Cheney treated 21 patients for at least 2 months with sublingual GcMAF. 10/21 showed improvement in symptoms, and 5/21 failed to respond or got worse. Most subjects experienced exacerbation of their CFS symptoms, and two developed Vitamin D toxicity.

[Ed. note:  We are all seeking new treatments for ME/CFS but I don’t think this is it. These posters only described very modest improvement, numbers were small, and side effects were legion. I have now seen several patients who were involved in these studies and they report utter failure. At one time there was a voluntary website where subjects could report their results. When I checked the site, none reported any significant response, but the website has since been shut down.]

Tomohiro Sugino (Soiken Pharmaceuticals, Japan) offered that oxidative stress is very high in PWCs, so anti-oxidants are likely candidates for therapy. He treated 207 fatigued individuals (not ME/CFS) with imidazole dipeptides (carnosine and anserine derived from chicken breast), using 200mg or 400mg daily, compared to placebo. Fatigue (measured by Visual Analog Scale) was reportedly much improved at both doses, especially 400 mg daily. [Ed. note:  is this the next “5-Hour Energy” treatment?!]

EECP, or Enhanced External CounterPulsation, is a technique typically applied to persons with angina or congestive heart failure. Balloon-like leggings expand rapidly during the diastolic (relaxation) phase of the heart, pumping blood from the lower extremities to the heart. This increases cardiac output and improves coronary artery perfusion. Because stroke volume and cardiac output have been reported reduced in PWCs, Derek Enlander (NY, NY) treated 20 ME/CFS subjects without coronary artery disease with EECP for 7 weeks. There were no adverse events. There was a modest improvement in the patients’ overall well-being ( KPS from 56.2 + 8.3 to 62.1 + 9.6), while stroke volume and cardiac output did improve significantly.

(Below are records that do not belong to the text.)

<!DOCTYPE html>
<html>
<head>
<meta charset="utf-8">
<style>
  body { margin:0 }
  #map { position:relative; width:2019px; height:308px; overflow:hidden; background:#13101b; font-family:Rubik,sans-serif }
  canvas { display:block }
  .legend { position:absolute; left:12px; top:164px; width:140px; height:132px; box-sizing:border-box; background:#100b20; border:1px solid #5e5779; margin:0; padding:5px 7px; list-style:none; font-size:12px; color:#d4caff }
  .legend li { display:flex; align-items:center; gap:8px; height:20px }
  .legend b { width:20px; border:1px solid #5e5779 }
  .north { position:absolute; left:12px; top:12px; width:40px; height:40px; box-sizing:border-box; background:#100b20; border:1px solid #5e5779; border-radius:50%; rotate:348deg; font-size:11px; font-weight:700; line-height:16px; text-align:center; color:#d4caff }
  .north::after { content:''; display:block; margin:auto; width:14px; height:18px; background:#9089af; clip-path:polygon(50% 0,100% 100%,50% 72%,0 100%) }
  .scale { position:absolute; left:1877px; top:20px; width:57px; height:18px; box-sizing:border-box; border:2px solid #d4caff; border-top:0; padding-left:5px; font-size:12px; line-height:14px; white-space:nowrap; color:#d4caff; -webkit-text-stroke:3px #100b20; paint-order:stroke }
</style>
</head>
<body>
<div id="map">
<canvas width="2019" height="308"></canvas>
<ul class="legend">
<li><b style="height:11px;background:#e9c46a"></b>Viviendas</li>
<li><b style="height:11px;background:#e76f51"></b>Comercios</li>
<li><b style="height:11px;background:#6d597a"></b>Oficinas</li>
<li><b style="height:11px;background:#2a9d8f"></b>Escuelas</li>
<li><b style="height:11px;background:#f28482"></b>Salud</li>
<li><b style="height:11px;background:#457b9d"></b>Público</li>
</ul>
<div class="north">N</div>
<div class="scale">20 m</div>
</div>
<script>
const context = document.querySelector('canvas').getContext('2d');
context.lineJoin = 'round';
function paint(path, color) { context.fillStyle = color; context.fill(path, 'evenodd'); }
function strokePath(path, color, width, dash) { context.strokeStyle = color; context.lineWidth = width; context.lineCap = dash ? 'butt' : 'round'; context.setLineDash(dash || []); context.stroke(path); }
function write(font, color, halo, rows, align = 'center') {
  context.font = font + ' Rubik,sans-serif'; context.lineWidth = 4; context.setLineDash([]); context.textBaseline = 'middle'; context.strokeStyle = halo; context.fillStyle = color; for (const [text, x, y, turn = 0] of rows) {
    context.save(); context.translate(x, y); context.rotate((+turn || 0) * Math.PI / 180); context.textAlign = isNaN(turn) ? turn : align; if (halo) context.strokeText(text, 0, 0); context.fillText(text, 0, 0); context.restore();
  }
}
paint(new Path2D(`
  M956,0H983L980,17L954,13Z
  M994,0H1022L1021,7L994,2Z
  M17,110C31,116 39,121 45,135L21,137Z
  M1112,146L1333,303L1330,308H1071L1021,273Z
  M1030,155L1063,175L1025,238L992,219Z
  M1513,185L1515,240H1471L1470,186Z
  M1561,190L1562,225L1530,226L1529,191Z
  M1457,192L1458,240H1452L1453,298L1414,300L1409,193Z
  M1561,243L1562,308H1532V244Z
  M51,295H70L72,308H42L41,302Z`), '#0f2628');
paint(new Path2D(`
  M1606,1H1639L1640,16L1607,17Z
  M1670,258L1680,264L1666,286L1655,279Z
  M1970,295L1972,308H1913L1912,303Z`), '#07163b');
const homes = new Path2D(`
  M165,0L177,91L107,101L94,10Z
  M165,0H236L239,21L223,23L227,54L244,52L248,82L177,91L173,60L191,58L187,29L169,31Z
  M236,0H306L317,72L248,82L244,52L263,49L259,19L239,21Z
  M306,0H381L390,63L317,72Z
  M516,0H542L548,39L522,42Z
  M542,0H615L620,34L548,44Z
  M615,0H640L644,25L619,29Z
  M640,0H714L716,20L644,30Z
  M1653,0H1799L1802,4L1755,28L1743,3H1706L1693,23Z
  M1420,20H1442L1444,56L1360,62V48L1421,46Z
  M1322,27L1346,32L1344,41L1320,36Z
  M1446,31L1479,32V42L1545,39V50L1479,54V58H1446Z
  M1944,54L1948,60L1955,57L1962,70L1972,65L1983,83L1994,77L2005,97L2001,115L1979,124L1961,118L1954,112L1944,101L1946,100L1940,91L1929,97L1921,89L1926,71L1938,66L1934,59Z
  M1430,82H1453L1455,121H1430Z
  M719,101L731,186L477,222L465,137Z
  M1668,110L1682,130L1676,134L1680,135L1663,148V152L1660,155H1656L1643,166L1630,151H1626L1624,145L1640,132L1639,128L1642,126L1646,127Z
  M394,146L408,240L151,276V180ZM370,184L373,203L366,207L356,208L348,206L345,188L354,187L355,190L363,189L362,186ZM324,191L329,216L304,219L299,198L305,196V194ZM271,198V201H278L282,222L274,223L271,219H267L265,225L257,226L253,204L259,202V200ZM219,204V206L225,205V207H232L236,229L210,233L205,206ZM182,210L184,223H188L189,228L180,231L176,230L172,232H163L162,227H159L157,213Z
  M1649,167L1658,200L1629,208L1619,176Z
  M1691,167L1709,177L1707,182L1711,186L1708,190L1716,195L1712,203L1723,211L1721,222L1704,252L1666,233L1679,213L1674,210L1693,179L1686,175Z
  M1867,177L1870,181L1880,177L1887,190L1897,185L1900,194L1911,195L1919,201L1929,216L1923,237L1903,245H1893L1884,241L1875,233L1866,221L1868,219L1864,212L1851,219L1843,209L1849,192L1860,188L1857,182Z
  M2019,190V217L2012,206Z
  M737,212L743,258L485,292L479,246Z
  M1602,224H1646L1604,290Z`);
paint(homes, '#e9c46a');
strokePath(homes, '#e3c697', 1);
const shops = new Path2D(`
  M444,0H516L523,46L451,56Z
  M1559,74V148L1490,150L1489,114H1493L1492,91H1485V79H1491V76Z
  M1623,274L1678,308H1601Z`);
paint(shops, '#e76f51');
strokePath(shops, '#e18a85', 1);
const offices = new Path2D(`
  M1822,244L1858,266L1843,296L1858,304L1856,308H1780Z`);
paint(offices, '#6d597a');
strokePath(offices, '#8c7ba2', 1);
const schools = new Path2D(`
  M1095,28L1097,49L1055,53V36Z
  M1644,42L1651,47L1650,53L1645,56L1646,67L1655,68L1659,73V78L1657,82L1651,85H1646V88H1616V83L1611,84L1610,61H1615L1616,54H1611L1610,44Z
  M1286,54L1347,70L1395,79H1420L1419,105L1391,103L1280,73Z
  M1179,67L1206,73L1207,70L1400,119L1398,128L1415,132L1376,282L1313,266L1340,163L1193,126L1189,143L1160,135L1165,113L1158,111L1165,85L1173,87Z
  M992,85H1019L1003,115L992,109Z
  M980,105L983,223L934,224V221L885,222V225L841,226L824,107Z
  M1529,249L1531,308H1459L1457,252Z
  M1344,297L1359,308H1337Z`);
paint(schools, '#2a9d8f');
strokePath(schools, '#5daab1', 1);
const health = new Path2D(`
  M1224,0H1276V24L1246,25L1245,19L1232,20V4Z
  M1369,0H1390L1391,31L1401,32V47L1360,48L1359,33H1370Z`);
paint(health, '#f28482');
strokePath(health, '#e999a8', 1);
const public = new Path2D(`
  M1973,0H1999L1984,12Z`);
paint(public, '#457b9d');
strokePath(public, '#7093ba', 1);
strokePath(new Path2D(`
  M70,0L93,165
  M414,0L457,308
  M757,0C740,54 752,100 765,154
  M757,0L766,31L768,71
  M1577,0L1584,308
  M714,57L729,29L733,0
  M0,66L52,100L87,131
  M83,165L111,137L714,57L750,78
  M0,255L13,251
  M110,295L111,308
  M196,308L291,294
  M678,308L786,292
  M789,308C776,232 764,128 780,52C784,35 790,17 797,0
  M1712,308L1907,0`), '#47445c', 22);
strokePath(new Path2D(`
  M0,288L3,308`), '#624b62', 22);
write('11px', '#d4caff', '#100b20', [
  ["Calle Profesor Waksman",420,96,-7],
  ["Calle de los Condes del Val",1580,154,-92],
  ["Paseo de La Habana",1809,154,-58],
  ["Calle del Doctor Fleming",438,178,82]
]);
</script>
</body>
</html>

[Ed. note:  I have had two patients who underwent EECP. One had cardiac disease, the other did not but did not meet criteria for ME/CFS either. Both reported remarkable improvement of their fatigue and other symptoms. Except that this technique is costly and time consuming, there might be benefit for selected patients.]

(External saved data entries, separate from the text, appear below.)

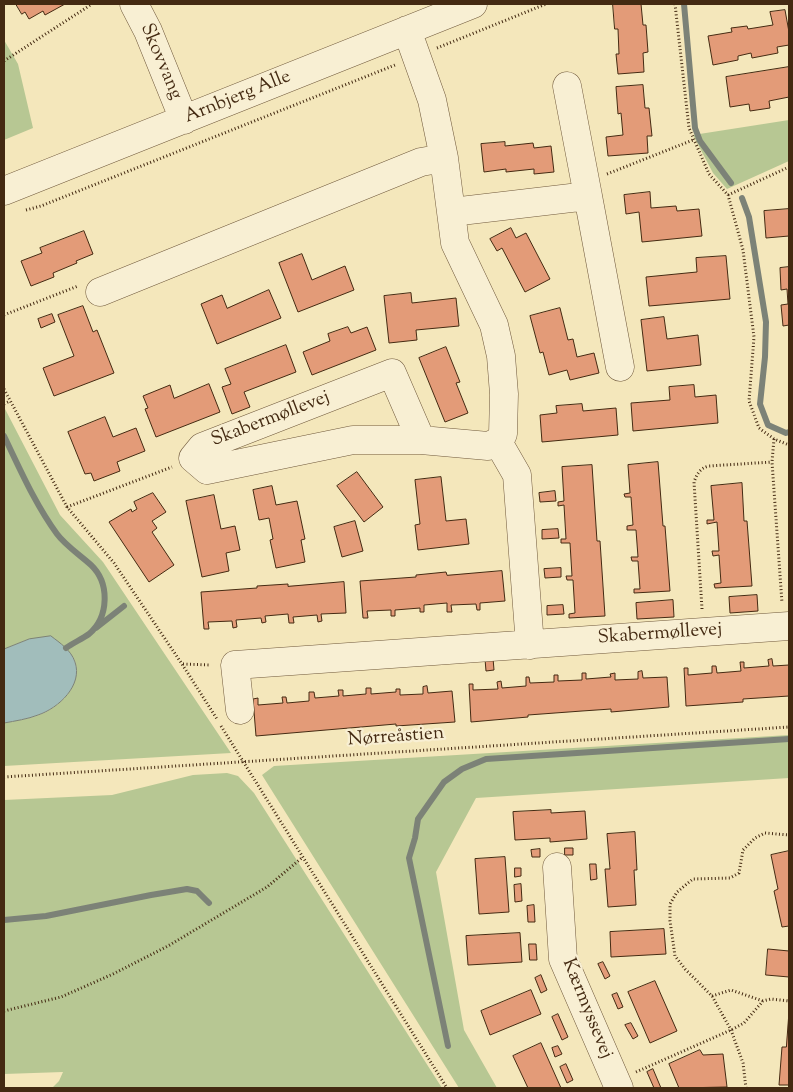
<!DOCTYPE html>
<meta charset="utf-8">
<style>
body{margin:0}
#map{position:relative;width:793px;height:1092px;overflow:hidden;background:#f4e7bb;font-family:"Sorts Mill Goudy",serif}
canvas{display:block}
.frame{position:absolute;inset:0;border:5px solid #442a12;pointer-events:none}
</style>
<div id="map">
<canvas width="793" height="1092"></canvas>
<div class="frame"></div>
</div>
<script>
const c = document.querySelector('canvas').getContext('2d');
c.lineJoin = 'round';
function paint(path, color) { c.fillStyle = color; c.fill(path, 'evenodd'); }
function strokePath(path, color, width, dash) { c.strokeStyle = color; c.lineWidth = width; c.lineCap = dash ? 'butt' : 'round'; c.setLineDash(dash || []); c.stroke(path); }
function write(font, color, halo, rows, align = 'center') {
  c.font = font + ' "Sorts Mill Goudy",serif'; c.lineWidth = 4.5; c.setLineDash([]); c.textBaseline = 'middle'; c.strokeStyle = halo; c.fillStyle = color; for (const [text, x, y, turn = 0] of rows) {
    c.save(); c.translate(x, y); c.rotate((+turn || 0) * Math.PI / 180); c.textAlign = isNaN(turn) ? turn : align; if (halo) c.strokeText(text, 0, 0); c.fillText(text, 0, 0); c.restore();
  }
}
const green = new Path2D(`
 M4,40l14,24 15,64 -29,12z
 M789,120v41l-62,28 -14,-16 -20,-38z
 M4,407l56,108 43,47 128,191 -227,13v-43c11,-2 24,-4 35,-8 20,-7 44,-30 36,-54 -2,-4 -6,-9 -9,-13l-37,-9 -25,10z
 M789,735v43l-313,20 -40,74 28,158 33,58h-38l-197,-313 12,-9z
 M227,773l11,3 16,17 188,295h-390l7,-7 4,-9 -59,2v-274l108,-5 81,-20z`);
const water = new Path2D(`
 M51,636c9,7 20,14 24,26 8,23 -16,46 -37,53 -10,4 -23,6 -34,8v-74l25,-10z`);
const stream = new Path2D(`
 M684,4l11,124 5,13 31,42
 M742,198l7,19 17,105 -1,35 -5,47 8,21 18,8 3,-1
 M4,436c16,33 31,68 53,98 9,12 23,21 34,31 19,18 18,52 -2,69 -7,5 -16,9 -23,14
 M96,628l28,-22
 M4,920l42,-4 105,-21 36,-6 10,2 12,12
 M448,1046l-39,-188 6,-20 3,-19 26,-37 18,-13 24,-10 303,-20`);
const building = new Path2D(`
 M16,4h49l-20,11 -2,-4 -14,8 -4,-7 -3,2z
 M613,4h28l2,21h3l2,27 -5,1 1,19 -26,2 -2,-20h3l-1,-25h-3z
 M785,10l4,22v13l-12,2 1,6 -26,5 -1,-5 -13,3v4l-25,5 -5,-29 24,-4 -1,-4 16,-2 1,3 25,-4 -3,-13z
 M789,67v30l-20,4 1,7 -20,3 -1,-7 -19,3 -4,-30z
 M643,85l2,23h4l3,28h-5l1,17 -40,3 -2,-19 17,-2 -2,-22 -3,1 -2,-27z
 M505,142v4l28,-3 1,5 17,-2 3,26 -20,2v-5l-28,3v-3l-22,3 -3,-28z
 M650,192l1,16 25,-2 1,5 22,-2 3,27 -60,6 -3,-30 -13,2 -2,-19z
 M789,209v27l-23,2 -2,-27z
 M511,228l5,10 10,-5 24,46 -25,13 -23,-44 -5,3 -7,-12z
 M84,231l9,23 -17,7 1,2 -24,10 1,4 -23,9 -10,-25 21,-8 -2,-5z
 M302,254l10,26 33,-14 9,24 -56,22 -19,-49z
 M726,256l4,43 -81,7 -3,-29 51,-5 -1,-14z
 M789,267v58l-6,1 -2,-21 7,-1 -1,-15 -6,1 -1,-22z
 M269,290l12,28 -64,26 -16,-40 21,-9 5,13z
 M411,293l1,10 44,-5 3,28 -43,4 1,10 -28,3 -5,-47z
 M83,306l10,26 4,-2 17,43 -60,23 -11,-28 31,-12 -16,-41z
 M560,308l8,32 5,-1 4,18 17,-4 5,20 -29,7 -3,-10 -18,5 -6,-23 -3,1 -10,-37z
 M52,314l3,8 -14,6 -3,-9z
 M664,317l3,22 31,-4 3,30 -54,6 -6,-51z
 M348,327l3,6 16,-6 9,23 -64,25 -9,-23 27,-11 -2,-7z
 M286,345l10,27 -52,20 6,15 -18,7 -10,-27 9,-3 -6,-15z
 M446,347l14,35 -4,1 12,30 -23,9 -26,-64z
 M209,384l11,28 -64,25 -11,-28 3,-1 -5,-12 27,-11 4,13z
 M694,385l1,12 21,-2 2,28 -85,8 -2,-28 39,-3 -1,-13z
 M582,404l1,7 33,-3 2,27 -76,7 -2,-27 17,-2 -1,-7z
 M105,417l8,20 23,-9 9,23 -28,11 3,9 -26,10 -3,-8 -6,1 -17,-42z
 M658,462l5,64h2l5,65 -36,2v-4h6l-2,-28h-6l-1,-4h7l-2,-27h-9v-4l6,-1 -2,-28h-6l-1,-3 6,-1 -2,-28z
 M592,465l5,76h3l5,75 -36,2v-4l6,-1 -2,-33h-6l-1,-4h6l-2,-33h-9v-4h5l-2,-34 -6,1v-4l6,-1 -2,-34z
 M357,472l26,35 -19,15 -27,-36z
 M441,477l5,44 20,-2 3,25 -51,6 -3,-25 5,-1 -5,-44z
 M742,483l2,38h3l5,65 -37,2 -1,-4 7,-1 -2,-28 -6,1 -1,-5h7l-2,-29 -10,2v-4h7l-3,-34z
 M272,486l4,19 21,-4 8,38 -4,1 4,22 -29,6 -6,-28 3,-1 -4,-21 -10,2 -6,-30z
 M555,491l1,10 -16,1 -1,-9z
 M153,493l13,19 -14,9 5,7 -5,4 22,33 -25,17 -40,-60 22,-13 1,3 5,-3 -3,-7z
 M214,495l7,34 14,-3 5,24 -14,3 3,18 -27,6 -16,-76z
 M355,521l8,30 -21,6 -8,-30z
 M558,529l1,9 -17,1v-9z
 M561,568v9l-16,1 -1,-9z
 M502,571l3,30 -25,2v7h-3l-1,-6 -25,1 1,7h-5v-9l-23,2v7h-4v-4l-25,2v6h-4v-6l-24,1 1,7h-5l-3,-37 56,-4v-2l30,-3 1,3z
 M344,582l2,31 -25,1 1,7 -4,1 -1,-7 -24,2 1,6h-5l-1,-9 -23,2 1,6 -4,1 -1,-5 -25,2 1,7 -4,1 -1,-7 -24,1 1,7h-5l-3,-37 56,-4v-2l31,-2v2z
 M757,595l1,16 -28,2 -1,-16z
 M673,600l1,17 -37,2 -1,-16z
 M563,605l1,9 -17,1v-9z
 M493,658l1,12 -8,1 -1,-12z
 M772,659l1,7 16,-1v31l-46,3v3l-57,4 -2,-38h4v7l24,-2v-7h4l1,7 24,-2 -1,-9h4v6l25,-2 -1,-6z
 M642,671l1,7 24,-1 2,30 -58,5v-3l-29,2 -54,4v2l-57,5 -2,-38h4v6l25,-1 -1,-7 4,-1 1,7 24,-2v-9h3l1,6 24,-1v-7h4v6l24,-1v-7h4v6l25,-2 -1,-3 5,-1v7l23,-1v-7z
 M427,686l1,7 24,-2 3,31 -59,4v-2l-140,12 -3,-37 5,-1v7l25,-2 -1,-6h4l1,6 22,-2v-9h5l1,6 24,-2 -1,-6h5v6l23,-2v-6h5v6l25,-2v-3h4v6l23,-1v-7z
 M551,810v3l34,-2 2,28 -37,3v-4l-35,2 -2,-28z
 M635,832l2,38h-3l2,35 -28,2 -3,-38h5l-3,-35z
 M565,848h8v7h-8z
 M540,849v8h-8l-1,-7z
 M789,851v75l-7,1 -8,-36 4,-2 -7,-34z
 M505,857l4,55 -30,2 -4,-55z
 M590,864h6l1,15 -6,1z
 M515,868h6v8l-6,1z
 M521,884l1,17 -7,1 -1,-17z
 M534,905l1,17h-7l-1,-16z
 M664,929l2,25 -55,3 -1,-25z
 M520,933l2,29 -54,3 -2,-29z
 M529,944h7l1,16h-7z
 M768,949l21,2v26l-23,-2z
 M603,962l7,14 -5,3 -7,-15z
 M541,975l6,15 -6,3 -6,-15z
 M655,981l22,50 -27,12 -22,-51z
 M531,990l10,24 -51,21 -9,-24z
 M617,993l6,14 -5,2 -6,-14z
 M789,1012v73h-10l3,-38h4z
 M558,1014l10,23 -6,3 -10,-23z
 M631,1023l7,13 -5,3 -8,-14z
 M541,1043l20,45h-33l-15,-32z
 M558,1046l4,8 -7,3 -3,-9z
 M700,1050l3,5 20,-1 4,33 -48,1 -10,-24z
 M566,1064l7,16 -6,3 -7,-16z
 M653,1069l8,19h-7l-7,-16z`);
const path = new Path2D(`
 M675,4l14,124 20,46 19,21 15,55 11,87 -5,64 10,27 15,11 15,6
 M437,48l109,-44
 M4,61l88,-57
 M607,174l86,-34
 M728,195l61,-28
 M26,210l15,-4 354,-141
 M4,315l74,-29
 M4,389l63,118 47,56 68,101 35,55
 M4,404l6,-3
 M774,439l-2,23 10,141
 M67,507l105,-40
 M702,609l-8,-127c3,-8 6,-14 15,-16l63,-4
 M183,664l28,1
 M221,726l226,362
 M4,777l785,-50
 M712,996l19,-6 32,11
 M4,1011l57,-14 52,-23 55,-28 99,-59 36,-30
 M636,1072l95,-42 13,-7 19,-22 8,-2 18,2
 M746,1088l-3,-25 -12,-33 -19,-34 -27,-27 -10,-13 -5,-35v-17l7,-12 11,-9 5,-4 37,-1 9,-5 4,-23 12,-12 10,-5 24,2`);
const minor = new Path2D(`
 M134,4l14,27 36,89
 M407,30l25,70 12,58 11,85 39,82 7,31 3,38 -1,40 -5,8 -10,4 -67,-6 -29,-67 -190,74 -9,11 14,12 146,-30h68
 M567,86l21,110
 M4,191l469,-187
 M452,212l136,-16 32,171
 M100,292l321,-130 23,-4
 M498,442l19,33 13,170
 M240,710l-5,-45 554,-39
 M557,867l6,92 56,129`);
const streetNames = [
 ["Skovvang",160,62,67],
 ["Arnbjerg Alle",238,98,-22],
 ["Skabermøllevej",271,420,-21],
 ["Skabermøllevej",660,635,-4],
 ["Nørreåstien",396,738,-4],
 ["Kærmyssevej",586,1009,68]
];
paint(green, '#b7c793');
paint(water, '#a1bdbb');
strokePath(water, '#7c8277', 1);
strokePath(stream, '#7c8277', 6);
paint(building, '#e39b78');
strokePath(building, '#442a12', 1);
strokePath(minor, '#70593c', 29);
strokePath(path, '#442a12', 3, [1, 2.5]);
strokePath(minor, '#f8efd3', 28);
write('19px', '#442a12', '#f8efd3', streetNames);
</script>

I have included one study in the treatment section that might fit as well into epidemiology. Irma Pinxterhuis (Oslo University Hospital, NO) entitled her poster, “What Can Be Done To Prevent Deterioration and Promote Occupational Performance.” Studying 15 severely affected women over time, Pinxterhuis aptly defined what helped and did not help. Improvement was affected negatively by lack of support and understanding, expectations or demands from themselves and others, and financial insecurity. What helped is worth emphasizing:

  • Support of health care providers and others
  • Social support
  • Stress management
  • Lowered expectations for themselves and from others
  • Balanced nutrition and healthy or whole foods

Pinxterhuis wrote, “they needed above all peace of mind and a feeling that they and their family were taken care of, so that they could use all their energy on getting better.”

[Ed. note:  Who has worked with severely ill persons and not wondered, “What can be done?” I would add to the guidelines above:  Limited mental activity (reading, writing, computing, concentrating); very low activity levels, proceeding slowly (supine range of motion > range of motion with light resistance > very light aerobic activity); minimizing medications and supplements; and prescribing low doses of medication and increasing slowly.]